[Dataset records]
◆ ◆ ◆ ◆ ◆

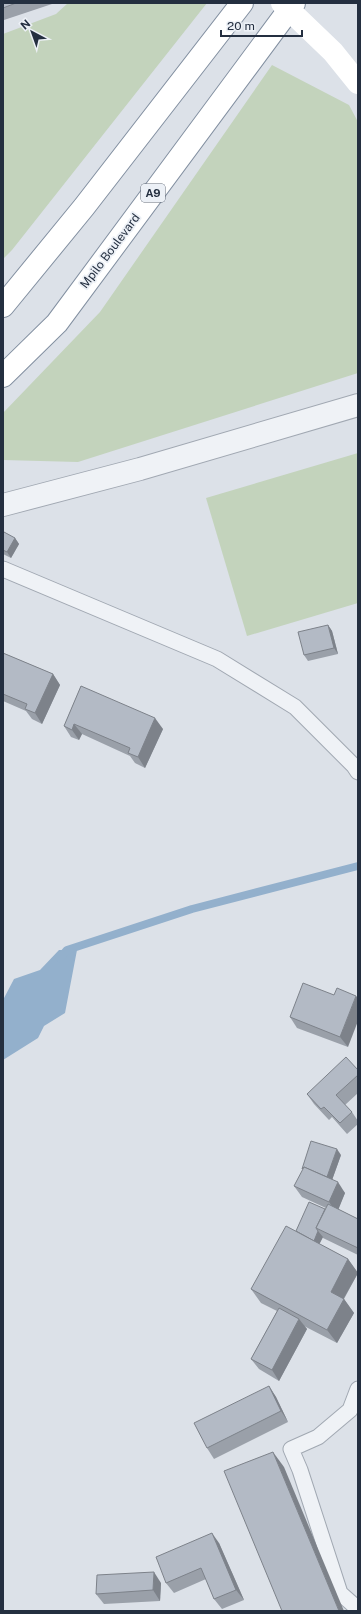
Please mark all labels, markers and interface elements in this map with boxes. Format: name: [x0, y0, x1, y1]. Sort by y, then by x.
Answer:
north arrow: [12, 12, 52, 52]
scale bar: [221, 12, 302, 38]
text: N: [18, 17, 33, 32]
text: 20 m: [227, 19, 255, 33]
road number: A9: [141, 184, 165, 202]
street label: Mpilo Boulevard: [77, 211, 143, 291]

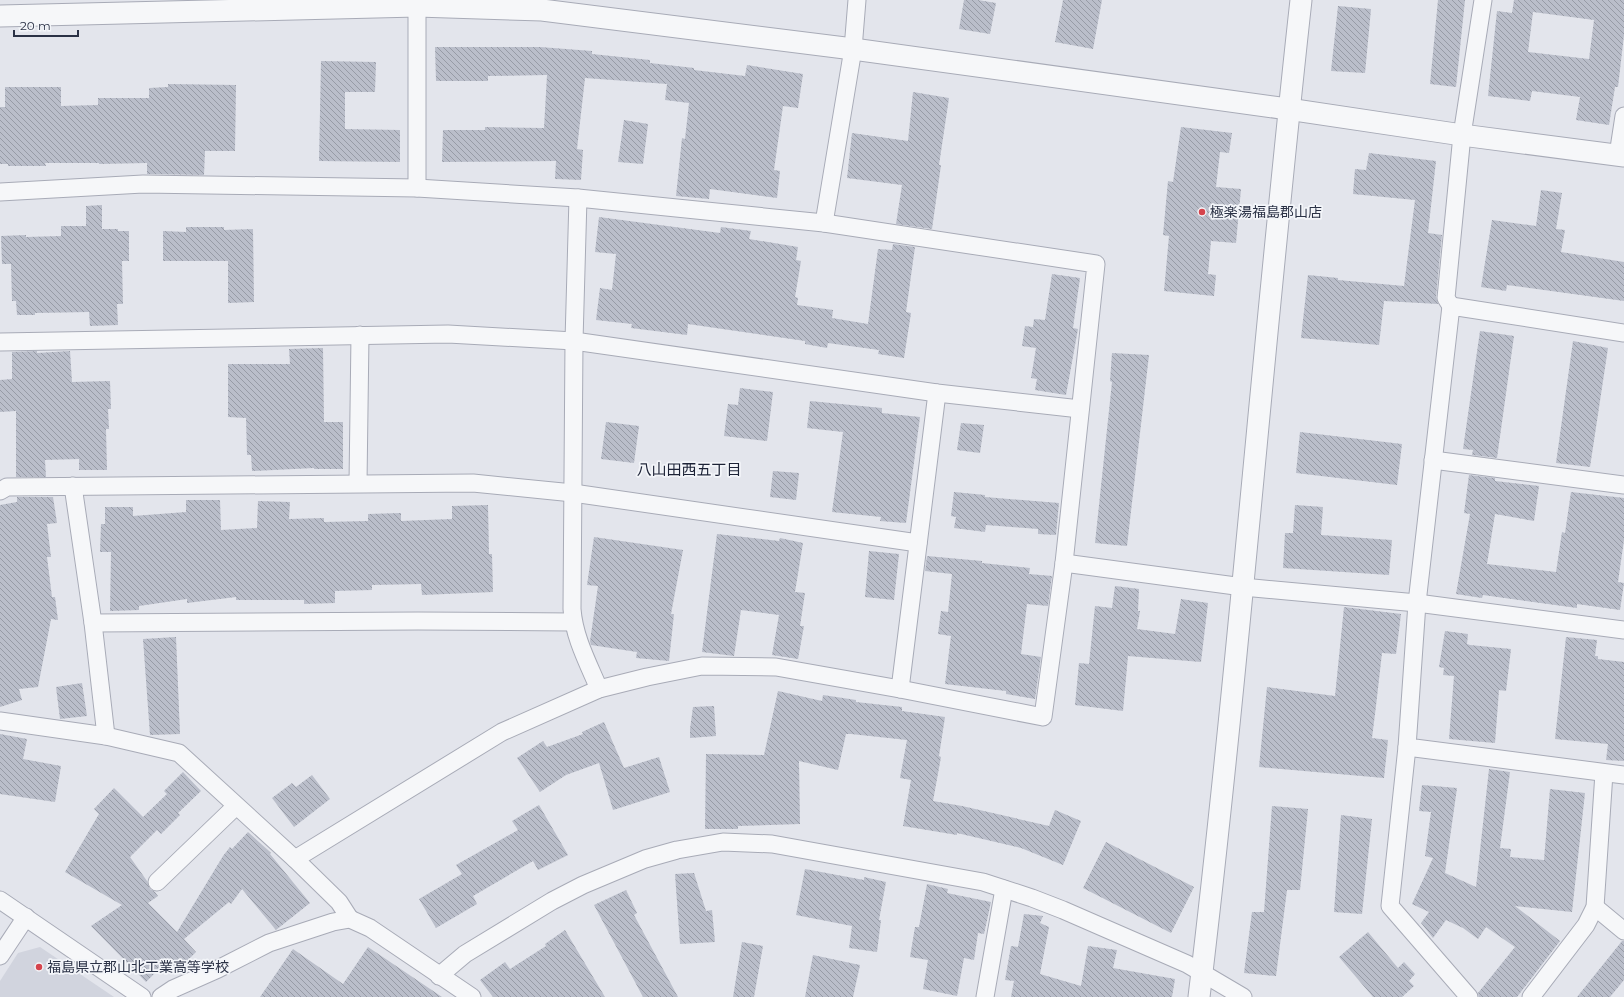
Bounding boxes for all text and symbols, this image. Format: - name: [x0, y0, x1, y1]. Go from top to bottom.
- scale bar: [14, 12, 78, 38]
- text: 20 m: [20, 18, 51, 33]
- place label: 極楽湯福島郡山店: [1210, 203, 1322, 221]
- marker: 極楽湯福島郡山店: [1197, 207, 1207, 217]
- district label: 八山田西五丁目: [636, 460, 742, 479]
- place label: 福島県立郡山北工業高等学校: [47, 958, 229, 976]
- marker: 福島県立郡山北工業高等学校: [34, 962, 44, 972]

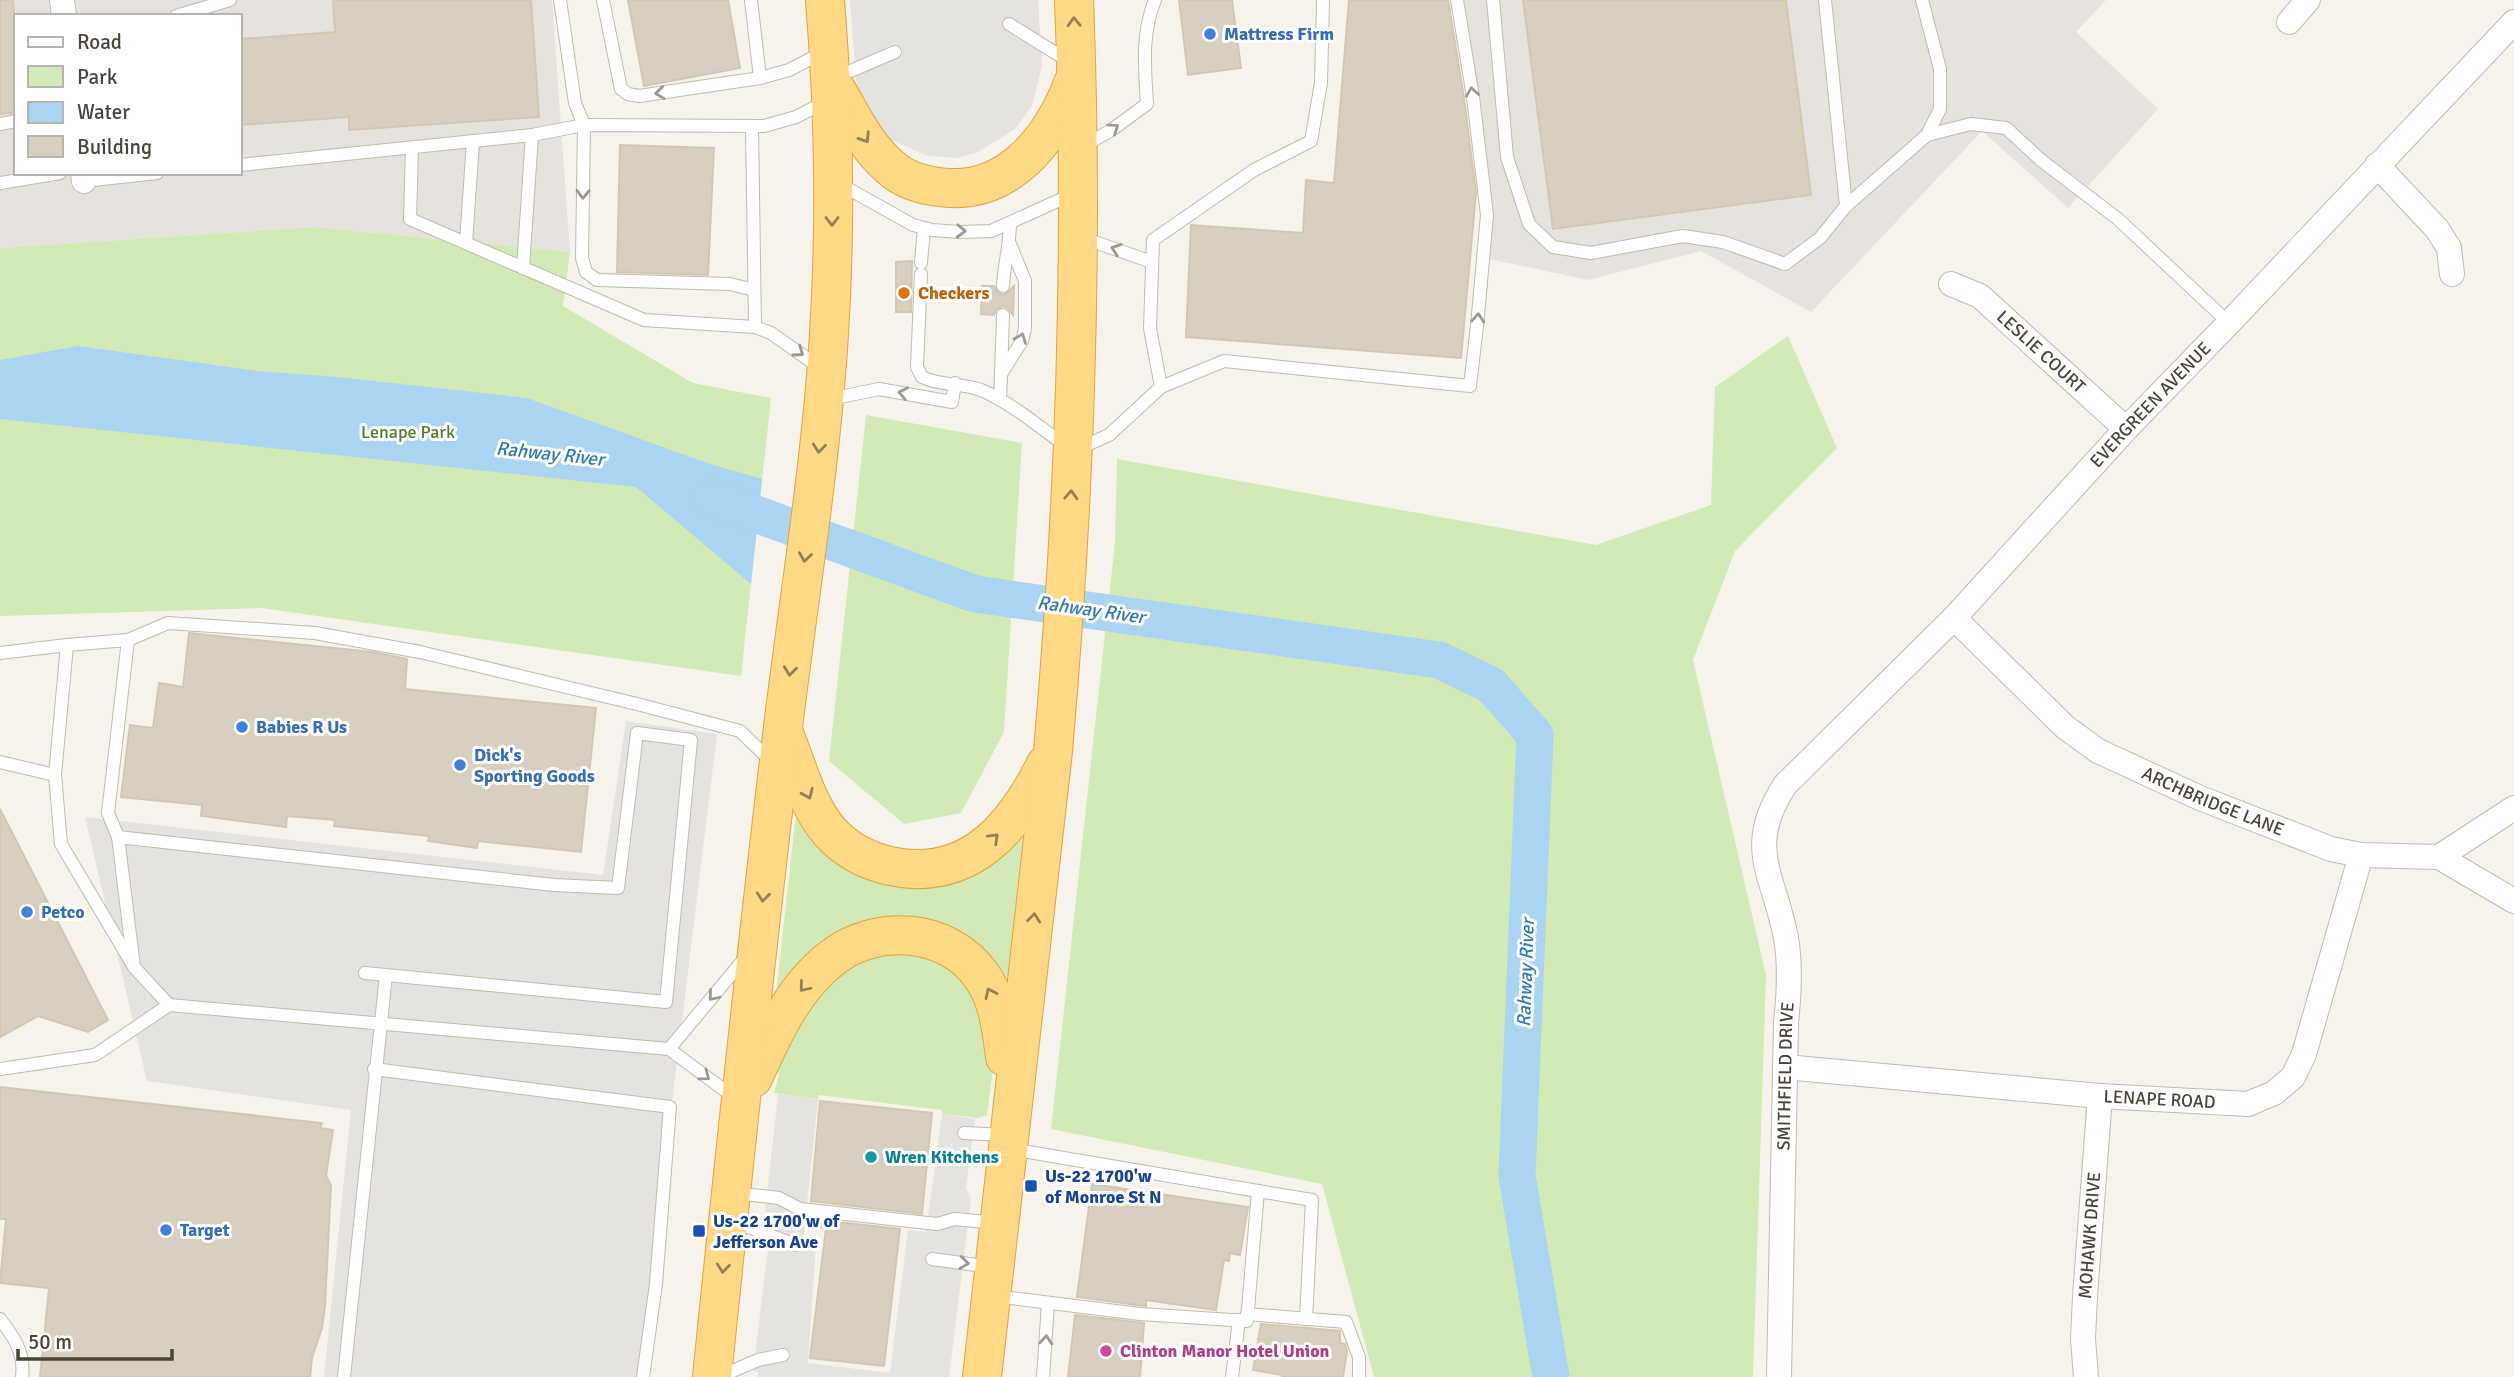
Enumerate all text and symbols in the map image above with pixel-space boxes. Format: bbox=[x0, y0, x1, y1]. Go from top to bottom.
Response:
legend bbox=[14, 14, 242, 175]
one-way arrow bbox=[1067, 17, 1082, 28]
place label: Mattress Firm bbox=[1224, 23, 1334, 45]
marker: Mattress Firm bbox=[1202, 26, 1218, 42]
text: Road bbox=[77, 29, 122, 55]
text: Park bbox=[77, 64, 118, 90]
one-way arrow bbox=[654, 86, 666, 101]
one-way arrow bbox=[1465, 86, 1480, 98]
text: Water bbox=[77, 99, 130, 125]
one-way arrow bbox=[1106, 123, 1119, 136]
one-way arrow bbox=[857, 130, 870, 143]
text: Building bbox=[77, 134, 152, 160]
one-way arrow bbox=[575, 189, 591, 199]
one-way arrow bbox=[824, 216, 840, 226]
one-way arrow bbox=[956, 224, 967, 239]
one-way arrow bbox=[1110, 243, 1122, 257]
place label: Checkers bbox=[918, 282, 989, 304]
marker: Checkers bbox=[896, 285, 912, 301]
street label: LESLIE COURT bbox=[1992, 306, 2090, 398]
one-way arrow bbox=[1470, 312, 1485, 323]
one-way arrow bbox=[1013, 332, 1027, 344]
street label: EVERGREEN AVENUE bbox=[2085, 337, 2215, 472]
one-way arrow bbox=[791, 344, 804, 356]
one-way arrow bbox=[898, 386, 909, 401]
park label: Lenape Park bbox=[361, 421, 455, 443]
water label: Rahway River bbox=[495, 436, 608, 472]
one-way arrow bbox=[812, 442, 827, 453]
one-way arrow bbox=[1063, 489, 1078, 500]
one-way arrow bbox=[797, 551, 812, 563]
water label: Rahway River bbox=[1036, 591, 1149, 630]
one-way arrow bbox=[783, 665, 798, 677]
place label: Babies R Us bbox=[256, 716, 347, 738]
marker: Babies R Us bbox=[234, 719, 250, 735]
place label: Dick's Sporting Goods bbox=[474, 744, 595, 787]
marker: Dick's Sporting Goods bbox=[452, 757, 468, 773]
street label: ARCHBRIDGE LANE bbox=[2139, 762, 2287, 841]
one-way arrow bbox=[800, 787, 814, 799]
one-way arrow bbox=[986, 833, 999, 846]
one-way arrow bbox=[755, 891, 770, 902]
place label: Petco bbox=[41, 901, 85, 923]
marker: Petco bbox=[19, 904, 35, 920]
one-way arrow bbox=[1026, 912, 1041, 924]
water label: Rahway River bbox=[1512, 916, 1540, 1028]
one-way arrow bbox=[800, 978, 812, 991]
one-way arrow bbox=[709, 988, 721, 1001]
one-way arrow bbox=[984, 988, 998, 1000]
street label: SMITHFIELD DRIVE bbox=[1772, 1001, 1799, 1151]
one-way arrow bbox=[697, 1068, 710, 1080]
street label: LENAPE ROAD bbox=[2103, 1085, 2216, 1113]
place label: Wren Kitchens bbox=[885, 1146, 999, 1168]
marker: Wren Kitchens bbox=[863, 1149, 879, 1165]
place label: Us-22 1700'w of Monroe St N bbox=[1045, 1165, 1162, 1208]
street label: MOHAWK DRIVE bbox=[2074, 1171, 2105, 1300]
marker: Us-22 1700'w of Monroe St N bbox=[1023, 1178, 1039, 1194]
place label: Us-22 1700'w of Jefferson Ave bbox=[713, 1210, 841, 1253]
place label: Target bbox=[180, 1219, 230, 1241]
marker: Target bbox=[158, 1222, 174, 1238]
marker: Us-22 1700'w of Jefferson Ave bbox=[691, 1223, 707, 1239]
one-way arrow bbox=[958, 1256, 969, 1271]
one-way arrow bbox=[716, 1263, 731, 1274]
scale bar bbox=[18, 1318, 172, 1362]
text: 50 m bbox=[28, 1329, 72, 1355]
one-way arrow bbox=[1038, 1334, 1053, 1345]
place label: Clinton Manor Hotel Union bbox=[1120, 1340, 1330, 1362]
marker: Clinton Manor Hotel Union bbox=[1098, 1343, 1114, 1359]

◆ ◆ ◆ ◆ ◆

Could you repeat exactly the lines from the first one of the records above through the line containing "Enumerate all text", leaving out any pictures?

Please mark all labels, markers and interface elements in this map with boxes. Format: name: [x0, y0, x1, y1]. Sort by y, then by x.
Answer:
north arrow: [12, 12, 52, 52]
scale bar: [221, 12, 302, 38]
text: N: [18, 17, 33, 32]
text: 20 m: [227, 19, 255, 33]
road number: A9: [141, 184, 165, 202]
street label: Mpilo Boulevard: [77, 211, 143, 291]

Bounding boxes for all text and symbols, this image. Format: - name: [x0, y0, x1, y1]. Go from top to bottom.
- scale bar: [14, 12, 78, 38]
- text: 20 m: [20, 18, 51, 33]
- place label: 極楽湯福島郡山店: [1210, 203, 1322, 221]
- marker: 極楽湯福島郡山店: [1197, 207, 1207, 217]
- district label: 八山田西五丁目: [636, 460, 742, 479]
- place label: 福島県立郡山北工業高等学校: [47, 958, 229, 976]
- marker: 福島県立郡山北工業高等学校: [34, 962, 44, 972]

Enumerate all text and symbols in the map image above with pixel-space boxes. Format: bbox=[x0, y0, x1, y1]. Go from top to bottom.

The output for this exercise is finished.